Led by senior authors Maria Castro, Ph D and Pedro Lowenstein, MD, Ph D along with a team of researchers at the University of Michigan Rogel Cancer Center in Ann Arbor specifically tested inhibitors of the compound D-2-Hydroxyglutarate (D-2-HG), which is produced by cancer cells, on a mouse version of astrocytoma carrying mutations in the genes IDH1 and ATRX, along with an inactivated form of the tumour suppressor protein 53 (TP53) gene.
When the implanted mice were treated with a drug to block the production of D-2-HG along with the standard of care radiation and temozolomide treatments, their survival significantly improved. Looking more closely at tumour cells grown in dishes, the researchers saw that blocking D-2-HG caused the cells to become more susceptible to radiation treatment. However, the treatment
also increased the amount of an “immune checkpoint” protein, which tumours use to turn off T cells and evade the immune system.

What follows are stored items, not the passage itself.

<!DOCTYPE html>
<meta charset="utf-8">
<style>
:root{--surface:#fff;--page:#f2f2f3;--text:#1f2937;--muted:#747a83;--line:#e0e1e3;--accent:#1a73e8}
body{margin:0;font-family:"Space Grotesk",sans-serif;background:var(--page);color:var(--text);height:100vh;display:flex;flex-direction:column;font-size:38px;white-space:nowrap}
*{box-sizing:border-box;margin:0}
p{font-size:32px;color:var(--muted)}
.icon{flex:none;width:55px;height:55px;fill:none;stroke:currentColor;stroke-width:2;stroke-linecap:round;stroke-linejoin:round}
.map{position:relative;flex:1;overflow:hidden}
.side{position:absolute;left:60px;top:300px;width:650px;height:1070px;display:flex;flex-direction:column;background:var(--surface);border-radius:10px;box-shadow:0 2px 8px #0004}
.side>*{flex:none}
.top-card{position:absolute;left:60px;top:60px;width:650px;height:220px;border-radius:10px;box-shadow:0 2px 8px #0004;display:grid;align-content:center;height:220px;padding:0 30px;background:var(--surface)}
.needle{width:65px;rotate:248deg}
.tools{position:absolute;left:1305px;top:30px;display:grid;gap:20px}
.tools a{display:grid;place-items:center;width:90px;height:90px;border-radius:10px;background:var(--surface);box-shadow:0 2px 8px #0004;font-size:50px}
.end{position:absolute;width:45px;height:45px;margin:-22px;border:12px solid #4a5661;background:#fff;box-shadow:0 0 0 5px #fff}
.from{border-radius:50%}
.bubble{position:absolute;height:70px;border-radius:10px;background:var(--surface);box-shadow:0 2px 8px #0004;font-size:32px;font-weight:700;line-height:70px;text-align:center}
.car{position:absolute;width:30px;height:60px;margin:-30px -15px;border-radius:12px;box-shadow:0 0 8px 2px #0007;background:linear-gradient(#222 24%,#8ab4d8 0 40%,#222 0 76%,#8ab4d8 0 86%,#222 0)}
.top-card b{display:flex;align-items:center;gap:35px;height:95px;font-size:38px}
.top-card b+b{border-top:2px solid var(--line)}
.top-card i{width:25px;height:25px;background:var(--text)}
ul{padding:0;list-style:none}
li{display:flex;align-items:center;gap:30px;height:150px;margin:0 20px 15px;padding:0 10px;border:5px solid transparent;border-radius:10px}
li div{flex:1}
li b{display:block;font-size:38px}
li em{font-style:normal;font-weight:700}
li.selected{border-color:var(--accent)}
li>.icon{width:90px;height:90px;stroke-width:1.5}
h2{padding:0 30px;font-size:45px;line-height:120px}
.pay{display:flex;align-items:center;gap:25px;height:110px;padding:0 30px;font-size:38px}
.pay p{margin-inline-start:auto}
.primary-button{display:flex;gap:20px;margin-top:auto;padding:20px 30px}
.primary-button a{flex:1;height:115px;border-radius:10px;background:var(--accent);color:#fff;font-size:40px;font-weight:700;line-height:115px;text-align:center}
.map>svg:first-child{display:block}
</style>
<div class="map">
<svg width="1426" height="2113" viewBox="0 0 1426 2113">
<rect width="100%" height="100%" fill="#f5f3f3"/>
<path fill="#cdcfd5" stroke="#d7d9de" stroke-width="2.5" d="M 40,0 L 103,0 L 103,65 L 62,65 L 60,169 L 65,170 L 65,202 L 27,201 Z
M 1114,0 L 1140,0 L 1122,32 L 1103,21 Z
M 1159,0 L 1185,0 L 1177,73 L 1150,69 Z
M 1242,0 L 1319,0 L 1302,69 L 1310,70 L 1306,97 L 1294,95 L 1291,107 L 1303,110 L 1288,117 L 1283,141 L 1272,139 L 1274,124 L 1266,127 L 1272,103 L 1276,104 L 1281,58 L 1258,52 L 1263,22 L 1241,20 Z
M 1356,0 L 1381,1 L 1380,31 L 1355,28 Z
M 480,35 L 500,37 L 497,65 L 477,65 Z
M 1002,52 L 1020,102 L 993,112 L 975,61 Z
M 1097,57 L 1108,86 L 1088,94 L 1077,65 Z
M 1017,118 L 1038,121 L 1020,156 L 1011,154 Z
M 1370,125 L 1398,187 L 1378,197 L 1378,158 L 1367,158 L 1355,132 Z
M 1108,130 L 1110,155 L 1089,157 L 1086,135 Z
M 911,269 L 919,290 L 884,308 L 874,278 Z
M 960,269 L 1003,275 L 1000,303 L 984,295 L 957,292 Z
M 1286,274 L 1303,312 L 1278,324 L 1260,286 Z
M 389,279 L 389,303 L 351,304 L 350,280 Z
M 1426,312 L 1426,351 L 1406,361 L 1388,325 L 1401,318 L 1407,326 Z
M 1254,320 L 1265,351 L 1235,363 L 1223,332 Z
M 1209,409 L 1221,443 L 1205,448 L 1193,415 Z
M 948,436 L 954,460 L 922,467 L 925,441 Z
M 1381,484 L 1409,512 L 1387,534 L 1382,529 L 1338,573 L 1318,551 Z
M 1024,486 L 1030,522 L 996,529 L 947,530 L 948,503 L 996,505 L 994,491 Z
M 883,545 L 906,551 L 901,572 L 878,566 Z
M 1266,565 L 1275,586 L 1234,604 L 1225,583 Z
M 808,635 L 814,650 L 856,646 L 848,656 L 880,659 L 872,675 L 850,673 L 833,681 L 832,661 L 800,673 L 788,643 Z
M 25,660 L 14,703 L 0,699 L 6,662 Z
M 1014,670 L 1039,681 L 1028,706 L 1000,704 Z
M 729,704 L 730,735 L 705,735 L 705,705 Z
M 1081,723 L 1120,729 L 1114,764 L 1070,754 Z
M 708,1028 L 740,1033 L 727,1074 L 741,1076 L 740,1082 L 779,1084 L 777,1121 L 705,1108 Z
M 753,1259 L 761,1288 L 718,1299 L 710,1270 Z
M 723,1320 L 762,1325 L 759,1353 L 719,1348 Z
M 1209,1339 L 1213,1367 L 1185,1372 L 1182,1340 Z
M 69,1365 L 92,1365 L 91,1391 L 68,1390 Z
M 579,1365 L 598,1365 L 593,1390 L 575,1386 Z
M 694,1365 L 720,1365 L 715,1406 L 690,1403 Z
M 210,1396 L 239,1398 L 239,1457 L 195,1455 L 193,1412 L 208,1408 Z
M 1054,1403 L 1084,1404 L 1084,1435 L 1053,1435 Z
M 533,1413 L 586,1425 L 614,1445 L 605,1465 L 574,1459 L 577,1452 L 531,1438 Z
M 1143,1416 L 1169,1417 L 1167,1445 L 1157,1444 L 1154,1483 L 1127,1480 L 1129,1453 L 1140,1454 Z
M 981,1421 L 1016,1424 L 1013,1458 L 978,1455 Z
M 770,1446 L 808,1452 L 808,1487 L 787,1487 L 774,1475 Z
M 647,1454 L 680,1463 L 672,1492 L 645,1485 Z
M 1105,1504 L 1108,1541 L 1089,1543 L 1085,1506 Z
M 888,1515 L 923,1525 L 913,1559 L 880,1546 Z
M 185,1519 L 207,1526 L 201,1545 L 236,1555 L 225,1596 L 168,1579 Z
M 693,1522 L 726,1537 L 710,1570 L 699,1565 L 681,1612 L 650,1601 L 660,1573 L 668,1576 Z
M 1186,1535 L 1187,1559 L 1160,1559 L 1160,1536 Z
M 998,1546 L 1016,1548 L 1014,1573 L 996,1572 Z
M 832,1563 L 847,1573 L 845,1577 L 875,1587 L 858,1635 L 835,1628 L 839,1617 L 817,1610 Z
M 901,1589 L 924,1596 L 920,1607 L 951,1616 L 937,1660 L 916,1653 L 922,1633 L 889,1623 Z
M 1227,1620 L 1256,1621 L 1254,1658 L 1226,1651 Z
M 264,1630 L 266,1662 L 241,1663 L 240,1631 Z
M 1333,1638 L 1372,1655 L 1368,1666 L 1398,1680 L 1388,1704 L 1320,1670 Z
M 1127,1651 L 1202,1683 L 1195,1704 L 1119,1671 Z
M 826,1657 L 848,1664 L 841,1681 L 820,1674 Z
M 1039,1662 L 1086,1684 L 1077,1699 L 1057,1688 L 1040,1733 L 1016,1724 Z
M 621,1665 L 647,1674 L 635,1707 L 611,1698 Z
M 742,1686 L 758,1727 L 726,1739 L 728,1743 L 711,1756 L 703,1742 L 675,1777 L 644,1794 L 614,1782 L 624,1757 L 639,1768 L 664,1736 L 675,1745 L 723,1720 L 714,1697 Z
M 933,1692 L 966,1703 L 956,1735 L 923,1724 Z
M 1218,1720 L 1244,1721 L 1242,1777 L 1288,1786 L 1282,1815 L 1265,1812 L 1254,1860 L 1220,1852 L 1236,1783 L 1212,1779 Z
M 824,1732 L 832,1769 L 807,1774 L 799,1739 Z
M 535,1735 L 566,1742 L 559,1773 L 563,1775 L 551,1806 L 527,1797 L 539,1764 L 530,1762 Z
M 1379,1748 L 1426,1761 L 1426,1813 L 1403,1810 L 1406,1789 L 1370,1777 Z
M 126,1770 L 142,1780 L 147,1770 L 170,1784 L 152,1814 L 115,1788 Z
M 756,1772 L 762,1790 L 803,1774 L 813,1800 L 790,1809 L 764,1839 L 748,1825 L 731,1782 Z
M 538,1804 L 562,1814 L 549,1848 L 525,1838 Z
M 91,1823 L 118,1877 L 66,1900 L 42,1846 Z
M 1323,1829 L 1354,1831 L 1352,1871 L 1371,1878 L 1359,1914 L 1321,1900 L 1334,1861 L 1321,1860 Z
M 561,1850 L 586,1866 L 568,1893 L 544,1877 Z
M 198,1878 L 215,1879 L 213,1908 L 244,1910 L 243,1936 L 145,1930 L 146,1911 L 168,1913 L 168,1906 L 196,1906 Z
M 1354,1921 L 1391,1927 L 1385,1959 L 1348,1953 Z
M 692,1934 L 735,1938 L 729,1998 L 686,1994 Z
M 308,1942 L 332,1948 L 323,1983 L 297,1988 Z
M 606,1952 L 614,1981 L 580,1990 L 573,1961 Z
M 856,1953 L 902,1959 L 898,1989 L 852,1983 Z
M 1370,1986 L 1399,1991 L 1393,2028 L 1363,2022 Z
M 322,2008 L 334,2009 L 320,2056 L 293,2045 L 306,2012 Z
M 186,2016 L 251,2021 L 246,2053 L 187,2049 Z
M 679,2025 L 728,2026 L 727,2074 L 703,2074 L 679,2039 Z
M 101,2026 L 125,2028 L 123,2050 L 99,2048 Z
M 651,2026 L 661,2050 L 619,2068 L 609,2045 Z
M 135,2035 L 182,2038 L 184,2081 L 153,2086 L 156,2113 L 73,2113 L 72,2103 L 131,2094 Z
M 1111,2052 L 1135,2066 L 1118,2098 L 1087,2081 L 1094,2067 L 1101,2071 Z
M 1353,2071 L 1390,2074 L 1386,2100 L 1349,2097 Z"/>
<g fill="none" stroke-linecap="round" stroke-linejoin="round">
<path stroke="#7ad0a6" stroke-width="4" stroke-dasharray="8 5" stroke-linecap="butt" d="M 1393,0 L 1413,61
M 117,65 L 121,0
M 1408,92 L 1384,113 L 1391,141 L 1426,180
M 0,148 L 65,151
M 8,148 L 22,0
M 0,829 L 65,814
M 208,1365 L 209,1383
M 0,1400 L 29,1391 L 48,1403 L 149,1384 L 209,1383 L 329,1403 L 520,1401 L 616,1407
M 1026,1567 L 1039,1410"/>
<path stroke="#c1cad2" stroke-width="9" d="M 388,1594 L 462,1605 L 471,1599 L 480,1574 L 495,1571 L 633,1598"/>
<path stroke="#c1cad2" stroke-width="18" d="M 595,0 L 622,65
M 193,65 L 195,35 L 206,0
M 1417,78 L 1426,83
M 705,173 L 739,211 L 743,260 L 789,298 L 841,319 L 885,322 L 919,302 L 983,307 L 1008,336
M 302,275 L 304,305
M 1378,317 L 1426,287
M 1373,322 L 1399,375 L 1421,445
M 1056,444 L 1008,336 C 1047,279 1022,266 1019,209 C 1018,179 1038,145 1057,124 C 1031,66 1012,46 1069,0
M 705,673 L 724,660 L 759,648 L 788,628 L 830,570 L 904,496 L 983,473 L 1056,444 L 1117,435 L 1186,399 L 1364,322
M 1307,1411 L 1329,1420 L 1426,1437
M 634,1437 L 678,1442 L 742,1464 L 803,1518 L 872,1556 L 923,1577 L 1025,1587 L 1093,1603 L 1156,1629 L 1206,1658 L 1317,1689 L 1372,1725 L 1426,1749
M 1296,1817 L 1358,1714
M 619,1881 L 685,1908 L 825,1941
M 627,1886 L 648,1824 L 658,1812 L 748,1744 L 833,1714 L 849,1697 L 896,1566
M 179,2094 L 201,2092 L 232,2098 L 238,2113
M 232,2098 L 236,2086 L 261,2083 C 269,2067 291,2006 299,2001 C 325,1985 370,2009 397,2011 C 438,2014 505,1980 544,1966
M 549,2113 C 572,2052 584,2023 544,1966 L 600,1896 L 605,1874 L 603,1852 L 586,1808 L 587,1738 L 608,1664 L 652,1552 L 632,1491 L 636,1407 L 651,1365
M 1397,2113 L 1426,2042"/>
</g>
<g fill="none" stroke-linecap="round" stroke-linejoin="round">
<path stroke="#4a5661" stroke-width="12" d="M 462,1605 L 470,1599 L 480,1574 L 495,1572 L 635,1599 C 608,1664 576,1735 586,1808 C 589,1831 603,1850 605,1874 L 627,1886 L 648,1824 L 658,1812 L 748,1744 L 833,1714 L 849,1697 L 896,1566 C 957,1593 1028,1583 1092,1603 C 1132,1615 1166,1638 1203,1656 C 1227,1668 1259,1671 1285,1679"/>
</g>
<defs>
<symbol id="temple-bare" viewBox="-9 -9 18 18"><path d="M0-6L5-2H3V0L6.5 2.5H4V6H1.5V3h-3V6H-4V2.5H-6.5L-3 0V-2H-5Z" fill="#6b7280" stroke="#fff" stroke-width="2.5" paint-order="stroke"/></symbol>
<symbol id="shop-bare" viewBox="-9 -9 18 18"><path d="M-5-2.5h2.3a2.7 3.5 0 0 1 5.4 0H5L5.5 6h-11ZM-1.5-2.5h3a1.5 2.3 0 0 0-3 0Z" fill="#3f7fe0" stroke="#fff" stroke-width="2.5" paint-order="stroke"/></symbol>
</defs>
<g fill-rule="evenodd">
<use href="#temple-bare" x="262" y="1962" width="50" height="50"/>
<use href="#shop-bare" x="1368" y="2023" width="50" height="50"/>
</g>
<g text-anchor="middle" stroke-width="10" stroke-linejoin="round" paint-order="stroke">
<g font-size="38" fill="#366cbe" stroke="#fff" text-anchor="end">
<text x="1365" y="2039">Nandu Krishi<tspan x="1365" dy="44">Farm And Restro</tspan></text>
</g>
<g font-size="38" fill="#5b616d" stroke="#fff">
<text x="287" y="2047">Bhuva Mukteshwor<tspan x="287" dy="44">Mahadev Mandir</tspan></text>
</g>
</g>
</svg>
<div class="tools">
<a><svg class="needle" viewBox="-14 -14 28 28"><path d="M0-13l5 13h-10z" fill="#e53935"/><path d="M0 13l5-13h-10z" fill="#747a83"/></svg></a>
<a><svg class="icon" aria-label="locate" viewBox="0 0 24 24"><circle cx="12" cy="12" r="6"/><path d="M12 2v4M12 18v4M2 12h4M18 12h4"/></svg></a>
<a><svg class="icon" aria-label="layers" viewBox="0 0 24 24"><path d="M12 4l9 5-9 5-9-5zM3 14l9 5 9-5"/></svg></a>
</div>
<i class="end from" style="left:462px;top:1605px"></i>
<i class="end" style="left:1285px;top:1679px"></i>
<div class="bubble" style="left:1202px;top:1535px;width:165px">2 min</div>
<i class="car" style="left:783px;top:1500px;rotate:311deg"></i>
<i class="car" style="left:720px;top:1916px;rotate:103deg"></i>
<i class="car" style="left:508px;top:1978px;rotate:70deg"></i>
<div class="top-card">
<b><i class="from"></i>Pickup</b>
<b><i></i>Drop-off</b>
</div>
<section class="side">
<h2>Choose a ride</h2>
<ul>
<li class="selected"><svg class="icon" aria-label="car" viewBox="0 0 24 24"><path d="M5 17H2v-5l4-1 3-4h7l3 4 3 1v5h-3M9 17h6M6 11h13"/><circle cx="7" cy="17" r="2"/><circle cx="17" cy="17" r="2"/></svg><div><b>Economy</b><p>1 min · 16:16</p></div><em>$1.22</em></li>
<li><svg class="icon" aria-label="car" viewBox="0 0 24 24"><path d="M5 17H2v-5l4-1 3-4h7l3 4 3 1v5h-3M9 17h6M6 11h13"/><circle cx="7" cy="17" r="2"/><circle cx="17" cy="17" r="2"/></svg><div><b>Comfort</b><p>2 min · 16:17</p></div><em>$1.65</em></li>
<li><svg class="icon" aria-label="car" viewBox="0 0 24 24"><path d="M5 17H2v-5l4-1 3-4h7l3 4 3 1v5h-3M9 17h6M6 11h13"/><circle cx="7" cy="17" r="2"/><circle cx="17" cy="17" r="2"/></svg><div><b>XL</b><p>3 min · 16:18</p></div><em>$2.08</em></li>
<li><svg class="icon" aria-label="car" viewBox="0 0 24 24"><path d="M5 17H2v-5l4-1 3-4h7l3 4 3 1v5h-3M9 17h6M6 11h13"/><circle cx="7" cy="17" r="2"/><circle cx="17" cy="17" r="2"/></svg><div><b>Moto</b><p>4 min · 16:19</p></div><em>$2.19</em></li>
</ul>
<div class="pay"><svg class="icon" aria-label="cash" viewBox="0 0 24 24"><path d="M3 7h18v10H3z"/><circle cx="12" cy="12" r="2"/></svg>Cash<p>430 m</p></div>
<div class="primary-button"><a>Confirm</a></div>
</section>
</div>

Inhibiting this immune checkpoint protein with an additional drug resulted in an even greater improvement in survival, because the mouse’s own immune system was able to attack the tumour. Importantly, this combination therapy also led to immunological memory against the glioma, meaning that the mouse now had T cells tailored to the specific tumour. Because gliomas almost always grow back after treatment, these T cells make the animal better prepared to fend off regrowth.
It must be emphasised that these experiments were performed in mice. Nonetheless the preclinical results produced by this combination therapy could represent a key advance in developing an improved treatment regimen, which combines D-2-HG and immune checkpoint inhibition, radiation, and temozolomide, for patients with astrocytomas.